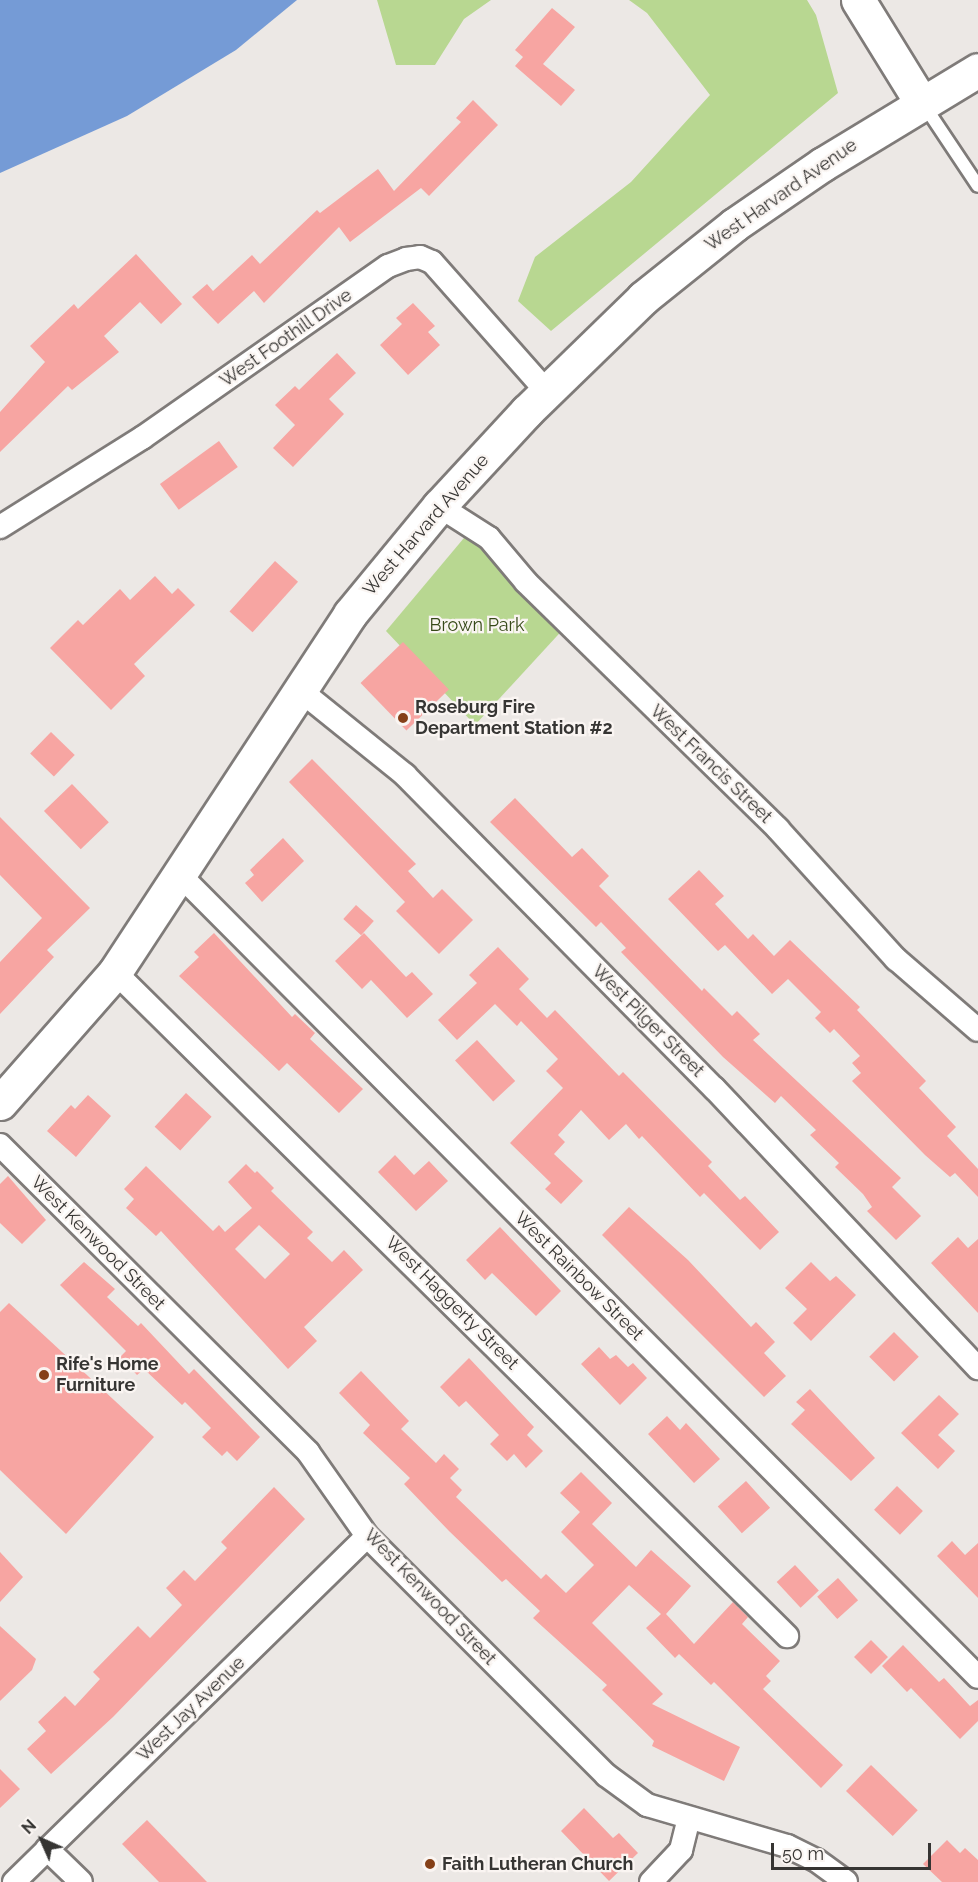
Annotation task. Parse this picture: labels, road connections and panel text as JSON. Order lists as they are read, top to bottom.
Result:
{
  "streets": {
    "main road": ["West Harvard Avenue"],
    "street": [
      "West Foothill Drive",
      "West Francis Street",
      "West Pilger Street",
      "West Kenwood Street",
      "West Rainbow Street",
      "West Haggerty Street",
      "West Jay Avenue"
    ]
  },
  "crossings": [
    ["West Harvard Avenue", "West Foothill Drive"],
    ["West Harvard Avenue", "West Francis Street"],
    ["West Harvard Avenue", "West Pilger Street"],
    ["West Harvard Avenue", "West Rainbow Street"],
    ["West Harvard Avenue", "West Haggerty Street"],
    ["West Kenwood Street", "West Jay Avenue"]
  ],
  "parks": ["Brown Park"],
  "places": ["Roseburg Fire Department Station #2", "Rife's Home Furniture", "Faith Lutheran Church"],
  "scale_bar": "50 m",
  "north": "top left"
}
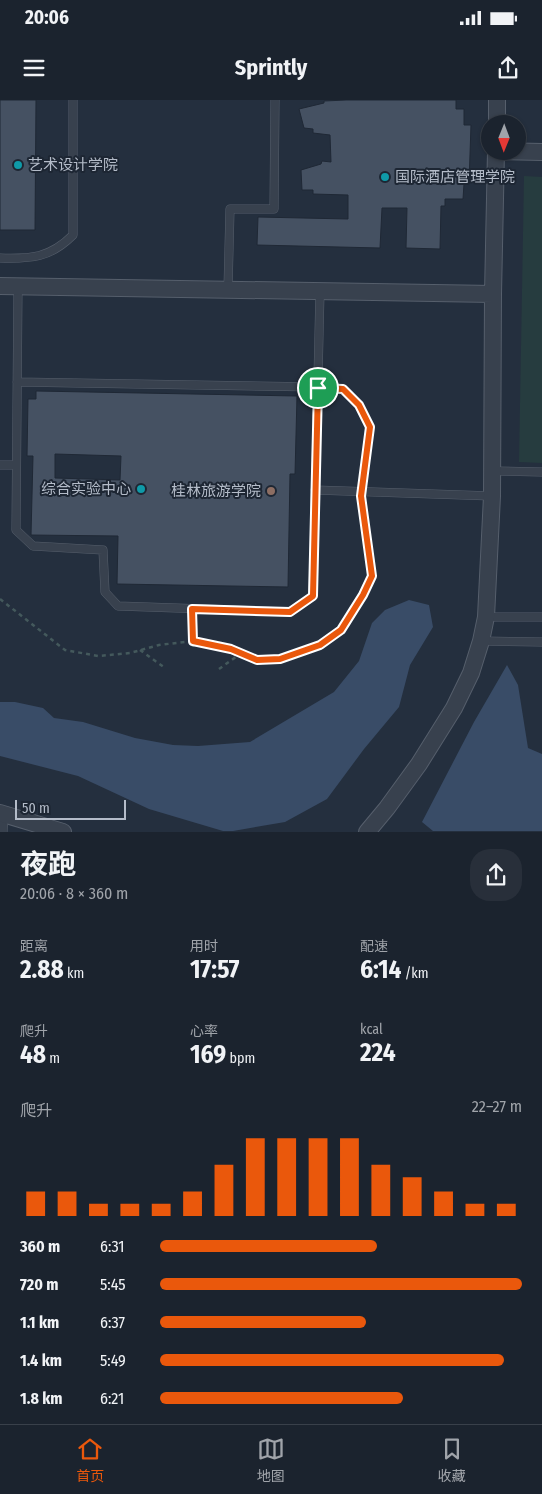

§ Task prompt
What the answer needs is every record above, exactly as written, and no pictures.

§ Reply to the exercise
Annotation task. Parse this picture: labels, road connections and panel text as JSON. Order lists as they are read, top to bottom.
Result:
{
  "streets": {
    "main road": ["West Harvard Avenue"],
    "street": [
      "West Foothill Drive",
      "West Francis Street",
      "West Pilger Street",
      "West Kenwood Street",
      "West Rainbow Street",
      "West Haggerty Street",
      "West Jay Avenue"
    ]
  },
  "crossings": [
    ["West Harvard Avenue", "West Foothill Drive"],
    ["West Harvard Avenue", "West Francis Street"],
    ["West Harvard Avenue", "West Pilger Street"],
    ["West Harvard Avenue", "West Rainbow Street"],
    ["West Harvard Avenue", "West Haggerty Street"],
    ["West Kenwood Street", "West Jay Avenue"]
  ],
  "parks": ["Brown Park"],
  "places": ["Roseburg Fire Department Station #2", "Rife's Home Furniture", "Faith Lutheran Church"],
  "scale_bar": "50 m",
  "north": "top left"
}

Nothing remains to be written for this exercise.